» Exercise requirements: Lines in which "this" appears should be pulled from the data below.

BEGIN Information shown

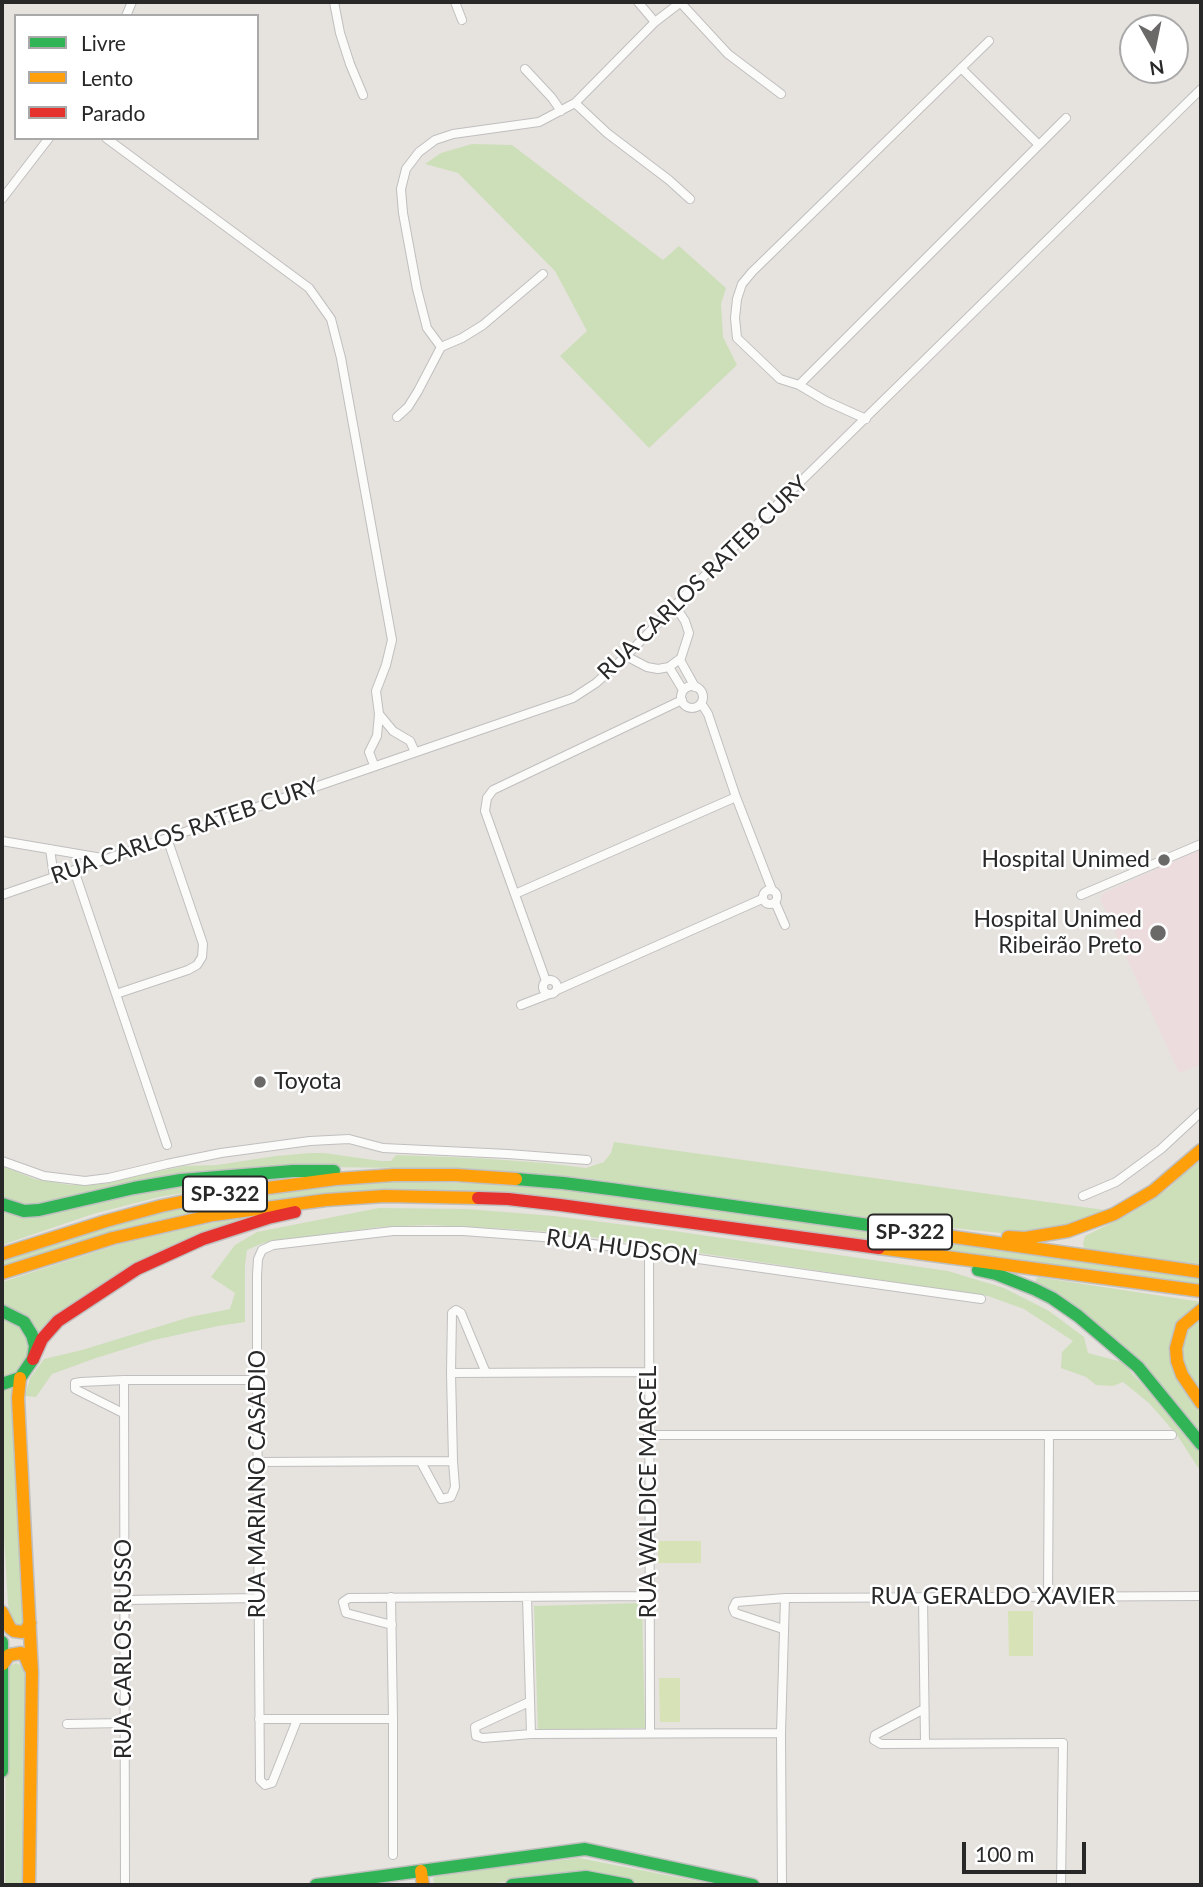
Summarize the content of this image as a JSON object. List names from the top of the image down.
{
  "streets": {
    "main road": ["SP-322"],
    "street": [
      "RUA CARLOS RATEB CURY",
      "RUA HUDSON",
      "RUA MARIANO CASADIO",
      "RUA WALDICE MARCEL",
      "RUA GERALDO XAVIER",
      "RUA CARLOS RUSSO"
    ]
  },
  "crossings": [
    ["RUA HUDSON", "RUA MARIANO CASADIO"],
    ["RUA HUDSON", "RUA WALDICE MARCEL"]
  ],
  "places": ["Hospital Unimed", "Hospital Unimed Ribeirão Preto", "Toyota"],
  "legend": ["Livre", "Lento", "Parado"],
  "scale_bar": "100 m",
  "north": "bottom"
}
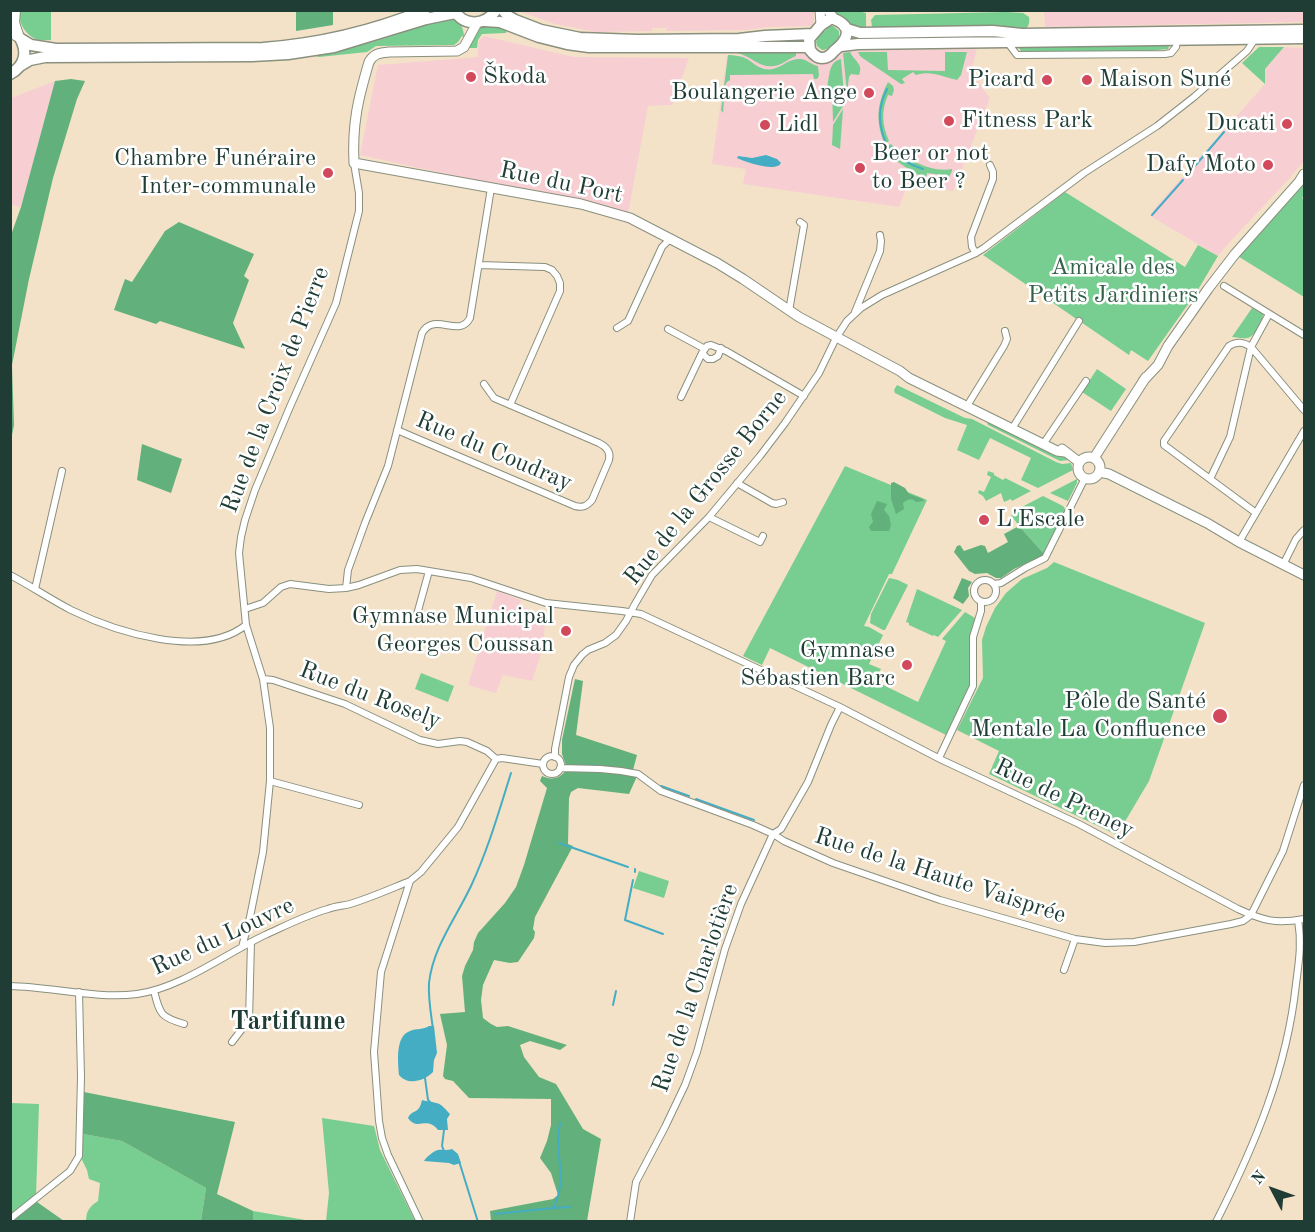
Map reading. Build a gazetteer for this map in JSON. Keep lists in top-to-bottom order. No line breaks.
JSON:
{"streets":{"street":["Rue du Port","Rue de la Croix de Pierre","Rue du Coudray","Rue de la Grosse Borne","Rue du Rosely","Rue de Preney","Rue de la Haute Vaisprée","Rue du Louvre","Rue de la Charlotière"]},"crossings":[["Rue du Port","Rue de la Croix de Pierre"],["Rue du Port","Rue de la Grosse Borne"],["Rue de la Croix de Pierre","Rue du Rosely"],["Rue de la Croix de Pierre","Rue de Preney"],["Rue de la Croix de Pierre","Rue du Louvre"],["Rue de la Grosse Borne","Rue de Preney"],["Rue de la Grosse Borne","Rue de la Haute Vaisprée"],["Rue de Preney","Rue de la Haute Vaisprée"],["Rue de Preney","Rue de la Charlotière"],["Rue de la Haute Vaisprée","Rue de la Charlotière"]],"districts":["Tartifume"],"parks":["Amicale des Petits Jardiniers"],"places":["Škoda","Picard","Maison Suné","Boulangerie Ange","Fitness Park","Ducati","Lidl","Dafy Moto","Beer or not to Beer ?","Chambre Funéraire Inter-communale","L'Escale","Gymnase Municipal Georges Coussan","Gymnase Sébastien Barc","Pôle de Santé Mentale La Confluence"],"north":"top left"}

END Information shown

» Response to the exercise:
Summarize the content of this image as a JSON object. List names from the top of the image down.
Map reading. Build a gazetteer for this map in JSON. Keep lists in top-to-bottom order. No line breaks.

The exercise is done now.